I currently feed him 2 pouches of Felix Senior a day (junk I know but he likes it) and 20g Applaws Dry. I'd really like to find a suitable better quality wet food that is both light and ok for seniors. Also, the same for dry as he does like the crunch of his dry food. I didn't ask the vet as they tend to sell Royal Canin and Science plan and I think they contain a lot of maize which isn't good for cats. Any advice welcomed.

Thanks x


----------



## hobbs2004 (Mar 12, 2010)

Hiya Pippingpie, welcome to the pf! Sorry to hear that your cat has got osteoarthritis. Has your vet talked to you about supplements to help your little mite in addition to the weight reduction? Three things spring to mind but I am sure that other poster have other solutions too. 

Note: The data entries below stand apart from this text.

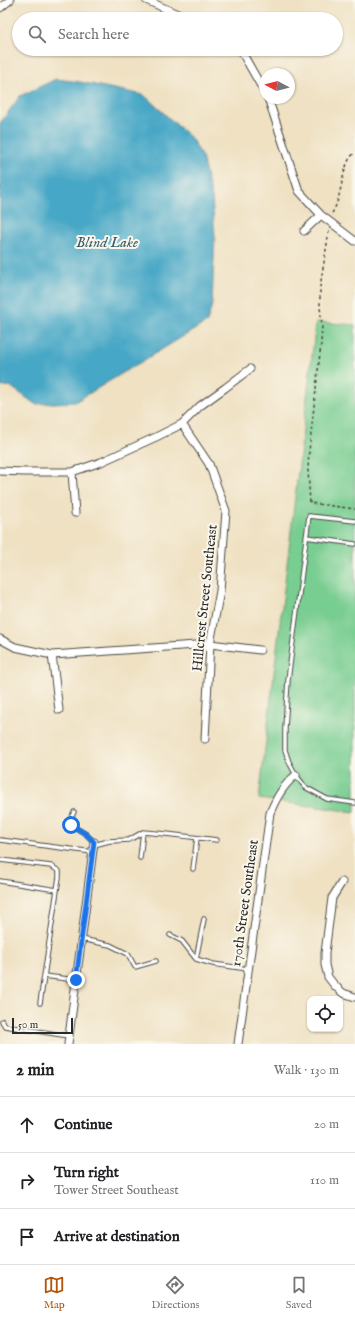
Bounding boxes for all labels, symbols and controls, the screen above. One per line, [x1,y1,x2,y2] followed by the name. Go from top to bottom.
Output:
[12,12,343,56] search box
[26,23,48,45] icon: search
[58,25,129,44] text: Search here
[259,68,295,104] north arrow
[76,233,138,252] water label: Blind Lake
[188,523,222,673] street label: Hillcrest Street Southeast
[62,816,80,834] route start
[227,838,263,968] street label: 170th Street Southeast
[67,971,85,989] route end
[307,996,343,1032] map controls
[307,996,343,1032] button: locate
[12,1016,73,1035] scale bar
[18,1018,38,1032] text: 50 m
[16,1060,54,1081] text: 2 min
[274,1062,339,1079] text: Walk · 130 m
[16,1114,38,1136] icon: ahead
[54,1115,112,1134] text: Continue
[314,1116,339,1133] text: 20 m
[54,1163,119,1182] text: Turn right
[16,1170,38,1192] icon: right
[310,1172,339,1189] text: 110 m
[54,1182,179,1199] text: Tower Street Southeast
[16,1226,38,1248] icon: arrive
[54,1227,180,1246] text: Arrive at destination
[43,1274,65,1312] tab: Map
[152,1274,199,1312] tab: Directions
[286,1274,312,1312] tab: Saved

The three things I am thinking of are salmon oil (fatty acids that also help build the immune system etc), glucosamine and gelatine hydrolysate, which a friend of mine uses with success with her cat with osteoarthritis. 

Right, food. Let;s do dry food first. All dry foods are more calorific than wet food. Since he likes to have a little crunch and you are already feeding applaws, which doesn't contain any grains, could you get a treat ball and limit his access to dry food even more and making him work for it a little? 

Re the wet, the high quality ones don't really make senior cat food (and those that do only do so halfheartedly by providing one flavour). 

Would you be willing to buy online? Zooplus offers some good quality food for not a lot of money, such as Grau, Animonda, Bozita, Smilla. Don't be put off by Grau, though it contains some grains. It is a really good quality food, with a high meat content (all declared unlike other brands) and you only need to feed a little. But all these foods are pate, which I am not sure would suit your cat that has been used to Felix.

Another great food to get your cat to lose some weight is to feed raw food that is balanced in terms of meat, offal and bone. It requires a little more time and research on your part but you could always use it as an occasional meal during a couple of times during the week. 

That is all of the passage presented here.